▸ **What you are asked to do**: Show all lines from the data that include the word "bottom".

[Opening Data supplied section]

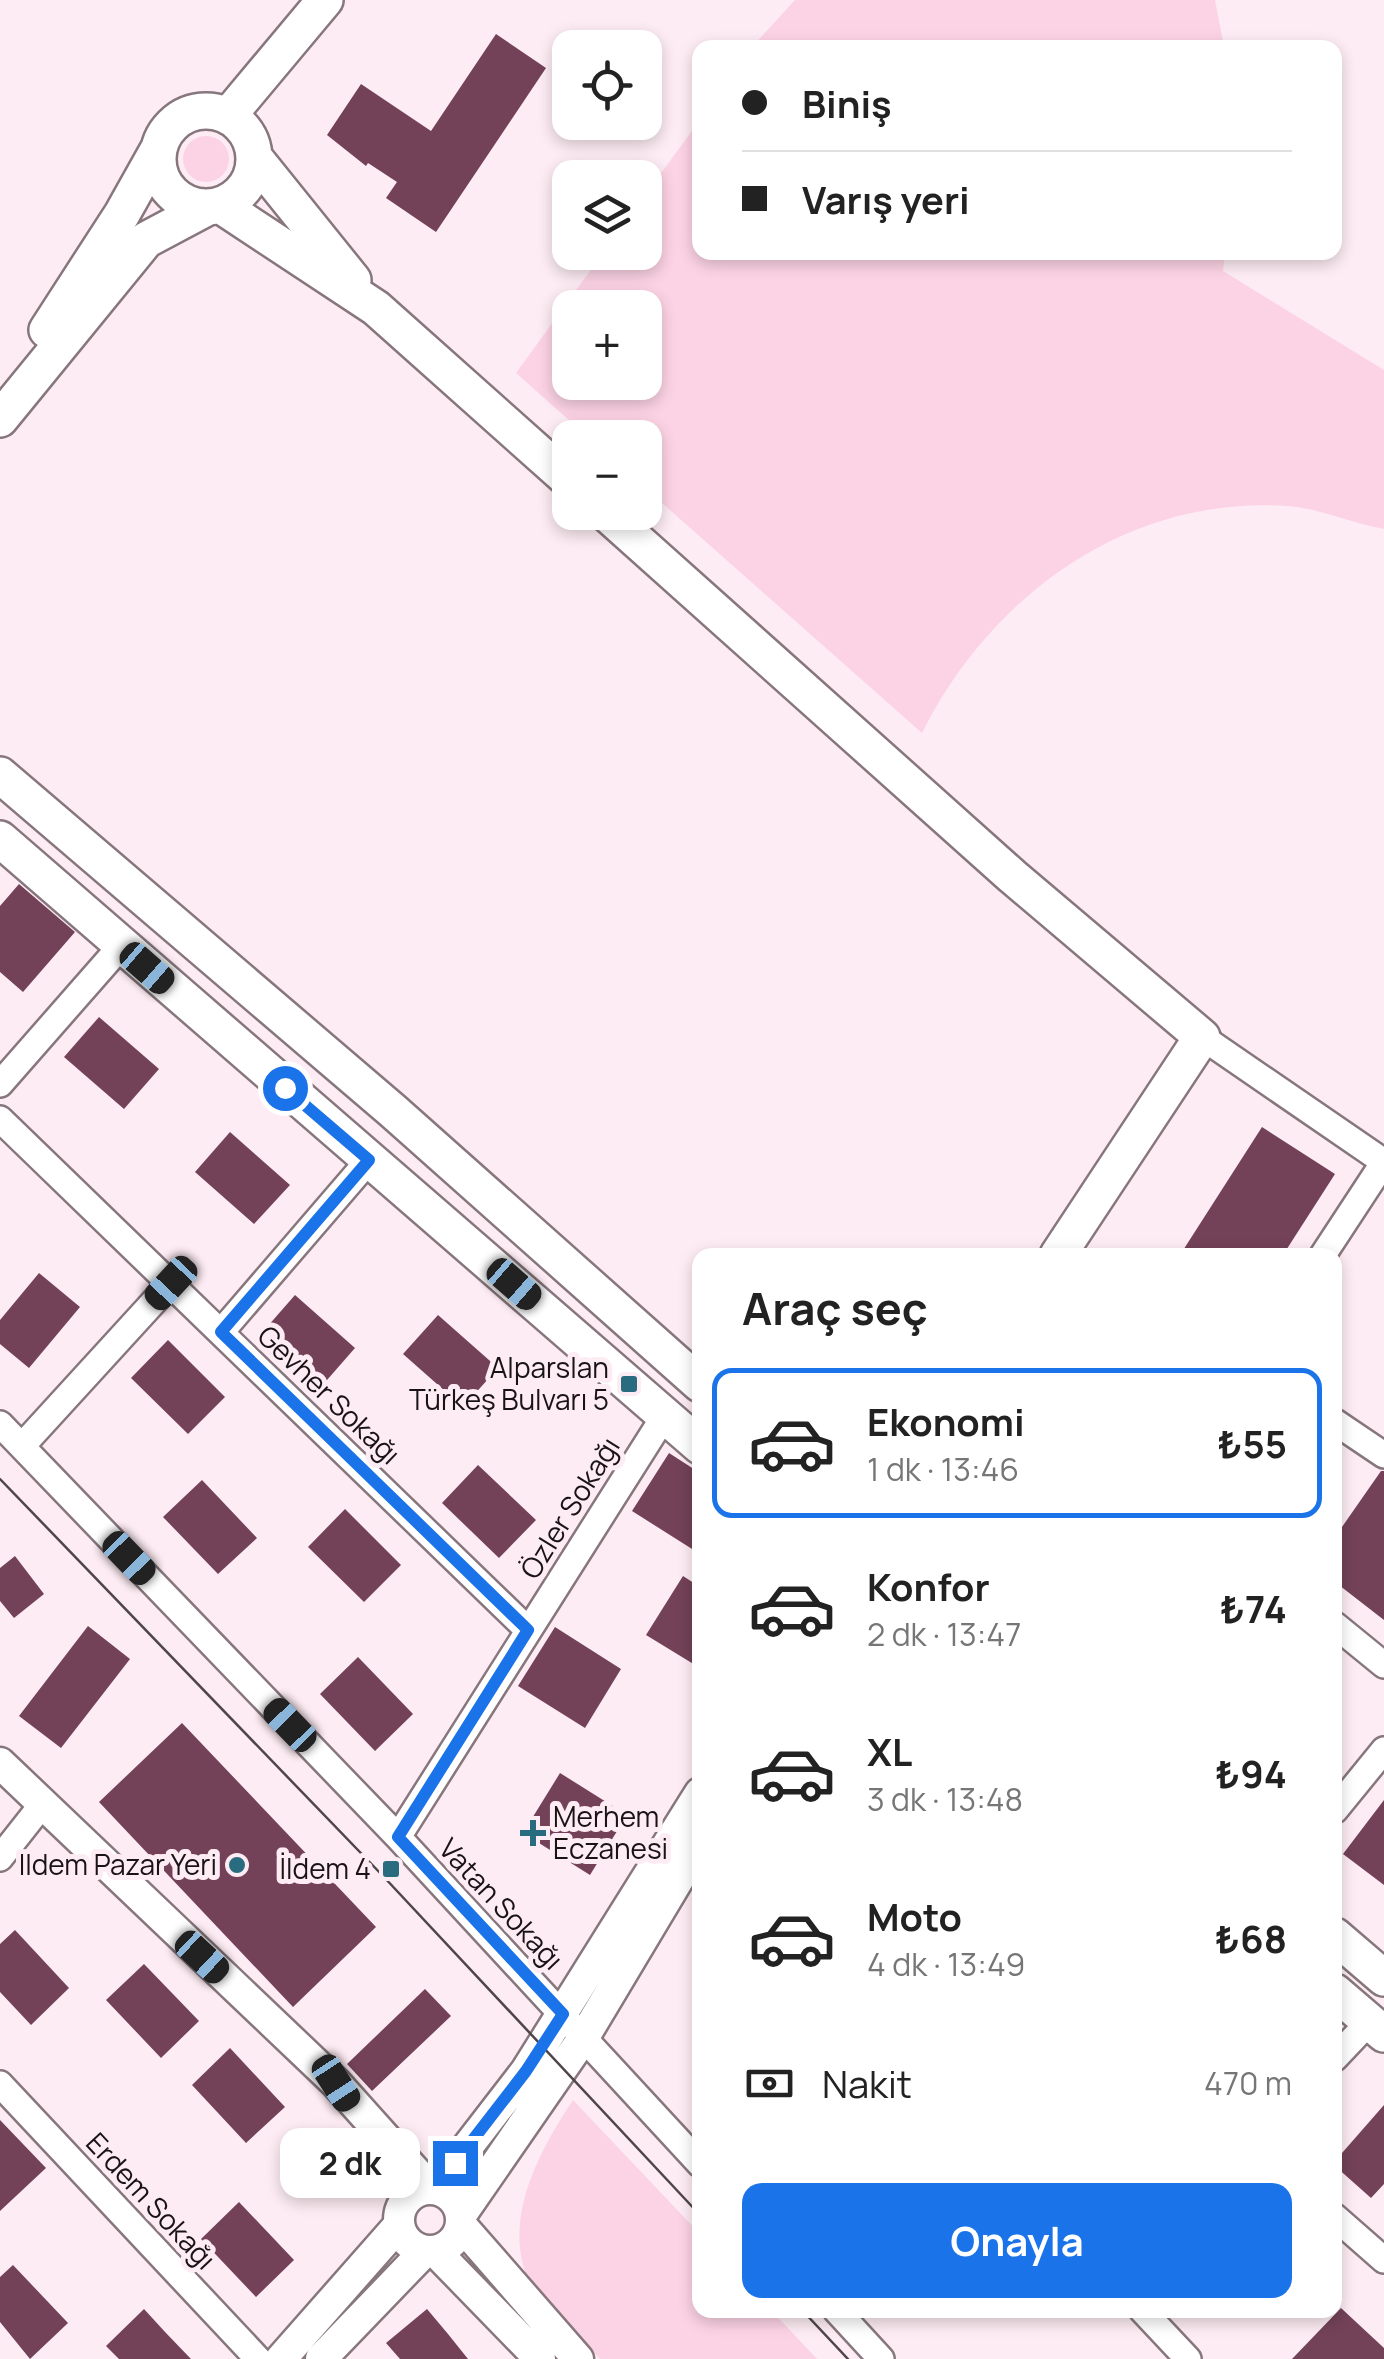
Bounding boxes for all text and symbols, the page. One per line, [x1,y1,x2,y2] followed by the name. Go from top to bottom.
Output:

[Closing Data supplied section]
[Opening Data supplied section]

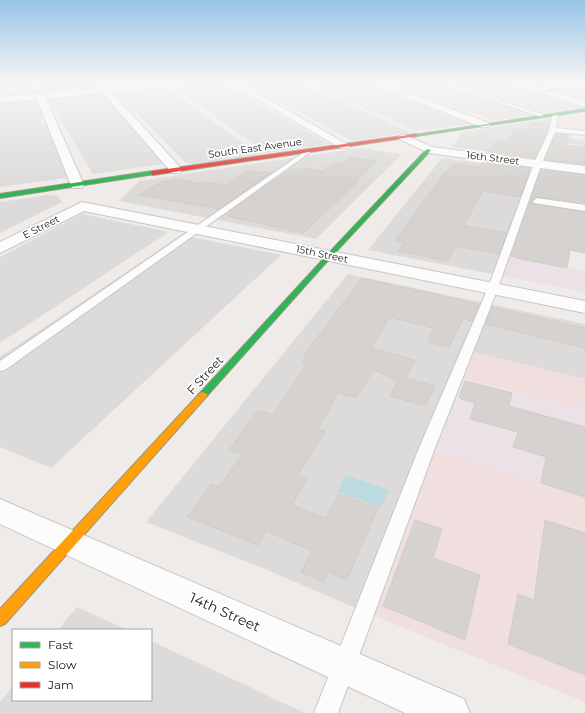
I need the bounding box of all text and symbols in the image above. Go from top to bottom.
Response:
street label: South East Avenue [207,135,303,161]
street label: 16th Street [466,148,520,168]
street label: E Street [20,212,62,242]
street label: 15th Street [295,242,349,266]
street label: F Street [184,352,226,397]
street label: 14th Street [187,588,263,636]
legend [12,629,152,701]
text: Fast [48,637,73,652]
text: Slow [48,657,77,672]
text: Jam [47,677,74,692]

[Closing Data supplied section]
[Opening Data supplied section]

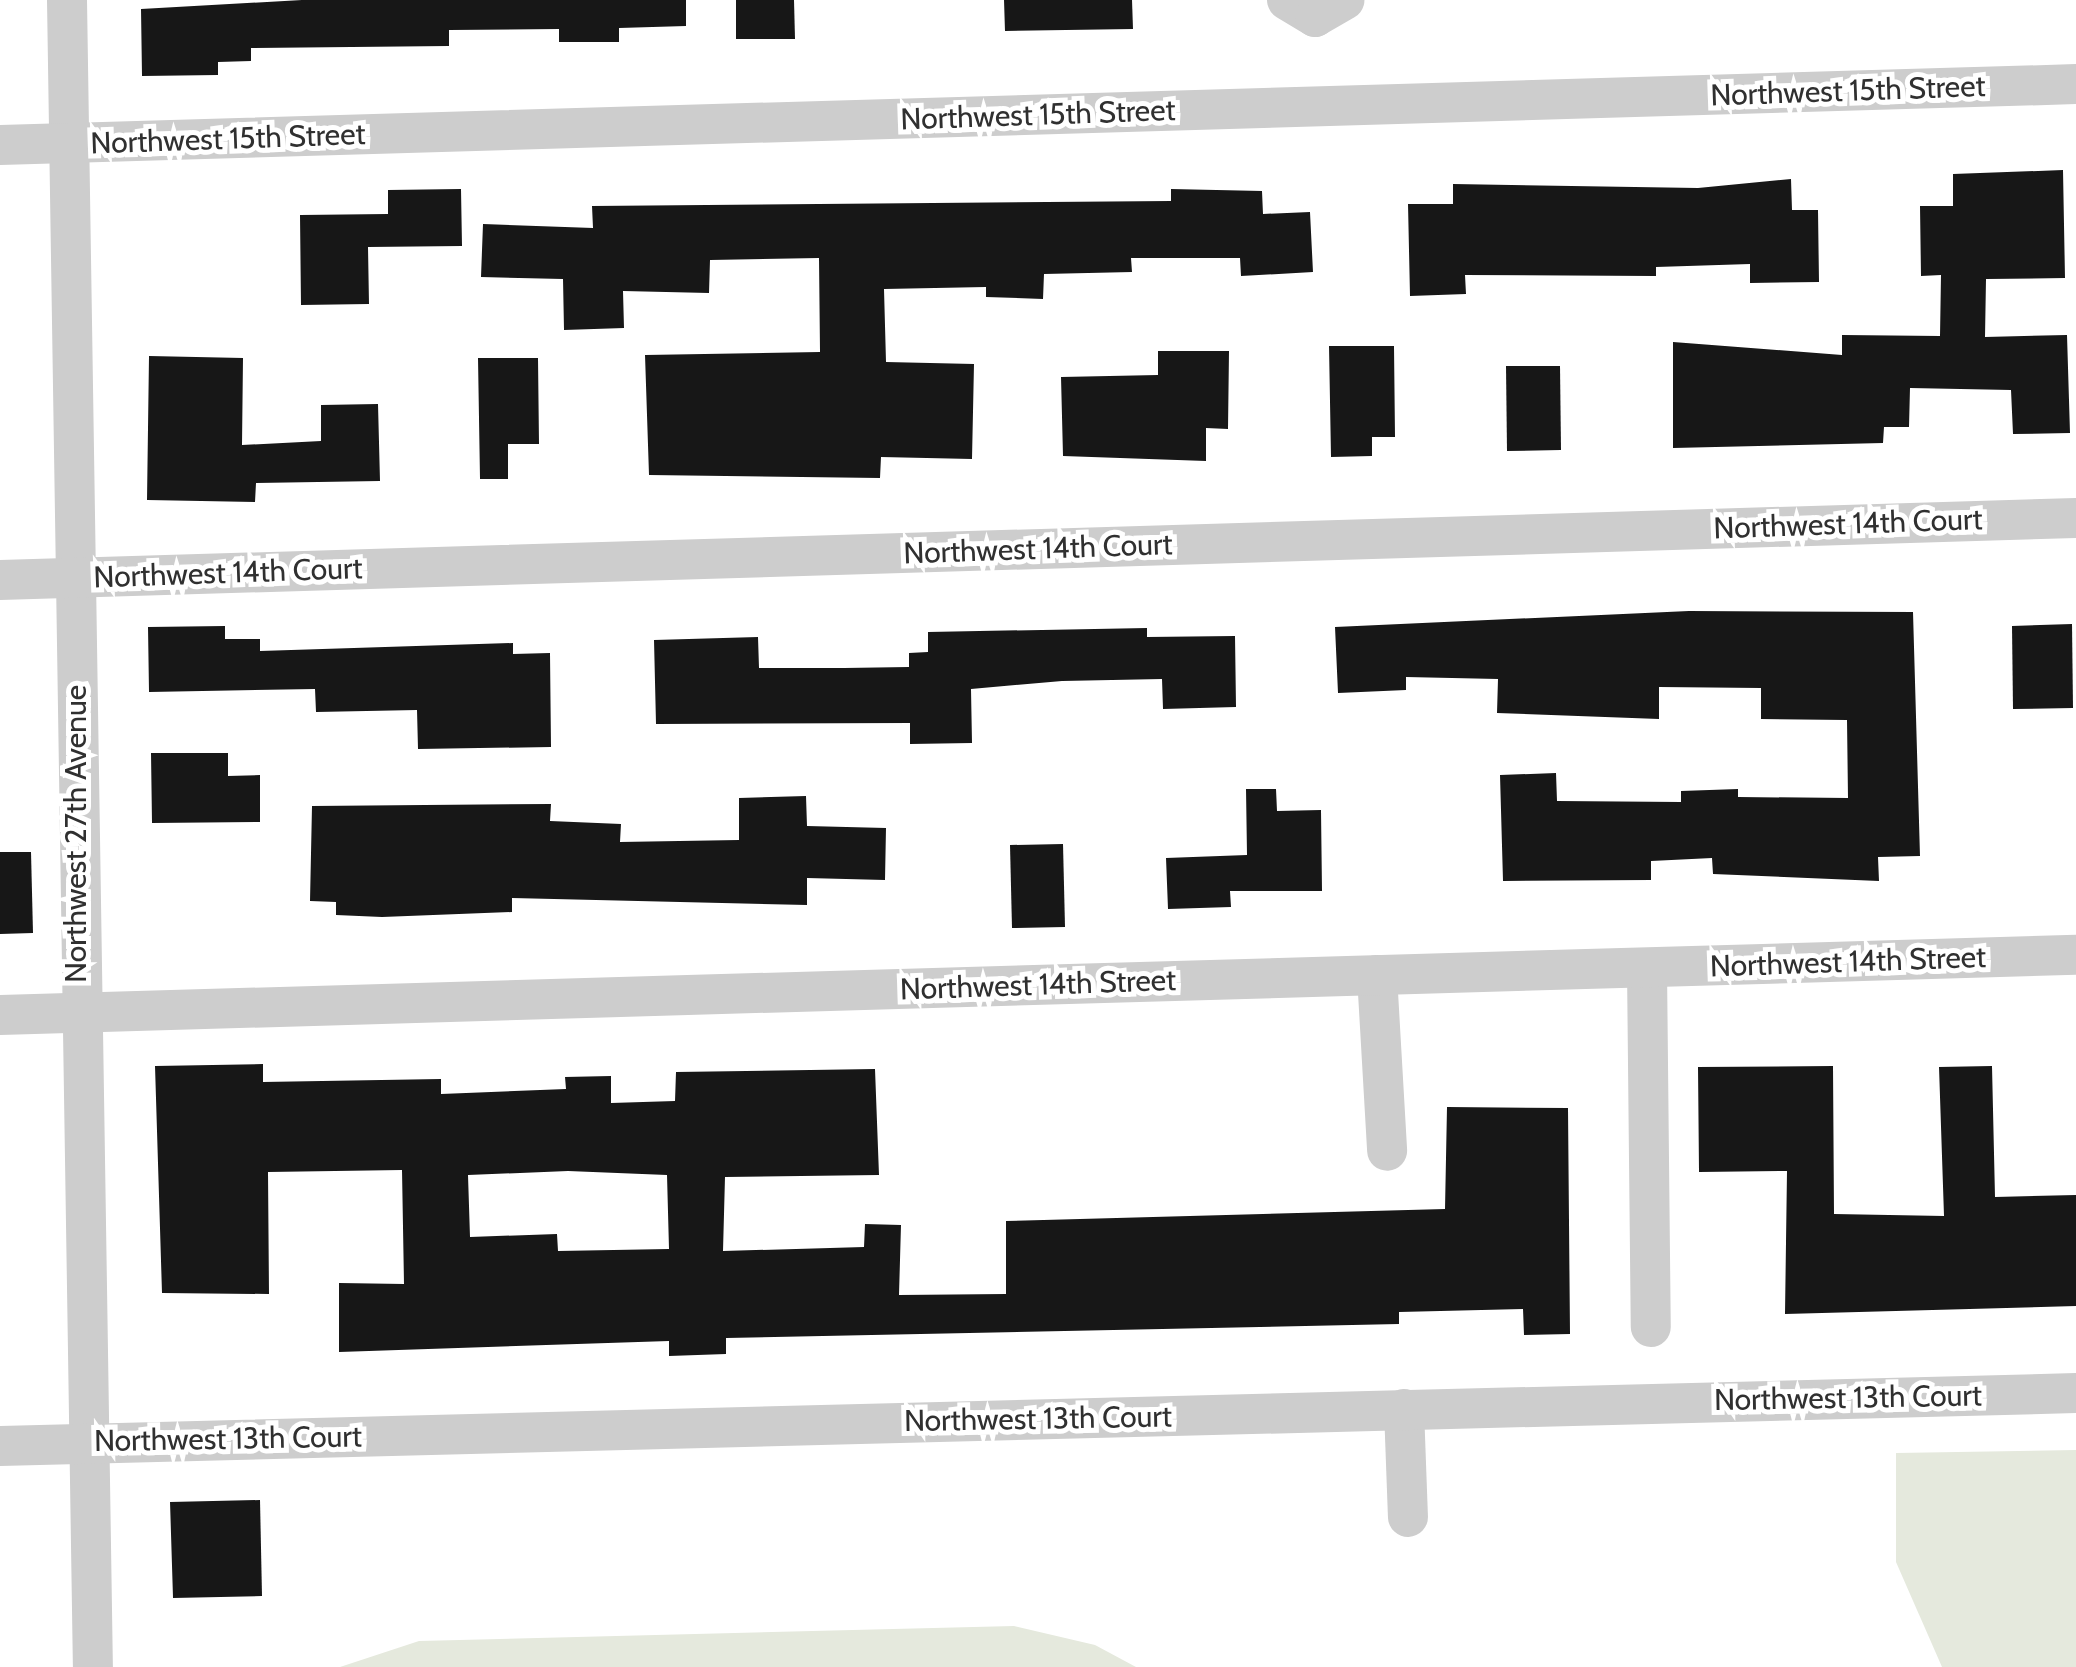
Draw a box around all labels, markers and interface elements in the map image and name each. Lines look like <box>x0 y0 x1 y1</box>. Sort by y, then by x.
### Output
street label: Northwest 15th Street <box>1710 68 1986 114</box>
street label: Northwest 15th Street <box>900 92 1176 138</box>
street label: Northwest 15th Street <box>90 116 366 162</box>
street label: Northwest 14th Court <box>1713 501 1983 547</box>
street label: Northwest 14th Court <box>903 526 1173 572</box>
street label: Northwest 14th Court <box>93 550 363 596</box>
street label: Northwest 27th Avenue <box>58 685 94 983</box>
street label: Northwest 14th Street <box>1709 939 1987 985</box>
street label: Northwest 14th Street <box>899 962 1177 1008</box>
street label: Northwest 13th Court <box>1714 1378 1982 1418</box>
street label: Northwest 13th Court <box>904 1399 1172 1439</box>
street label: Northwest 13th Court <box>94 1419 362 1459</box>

[Closing Data supplied section]

▸ **Exercise result**:
Bounding boxes for all text and symbols, the page. One per line, [x1,y1,x2,y2] followed by the name. Go from top to bottom.
I need the bounding box of all text and symbols in the image above. Go from top to bottom.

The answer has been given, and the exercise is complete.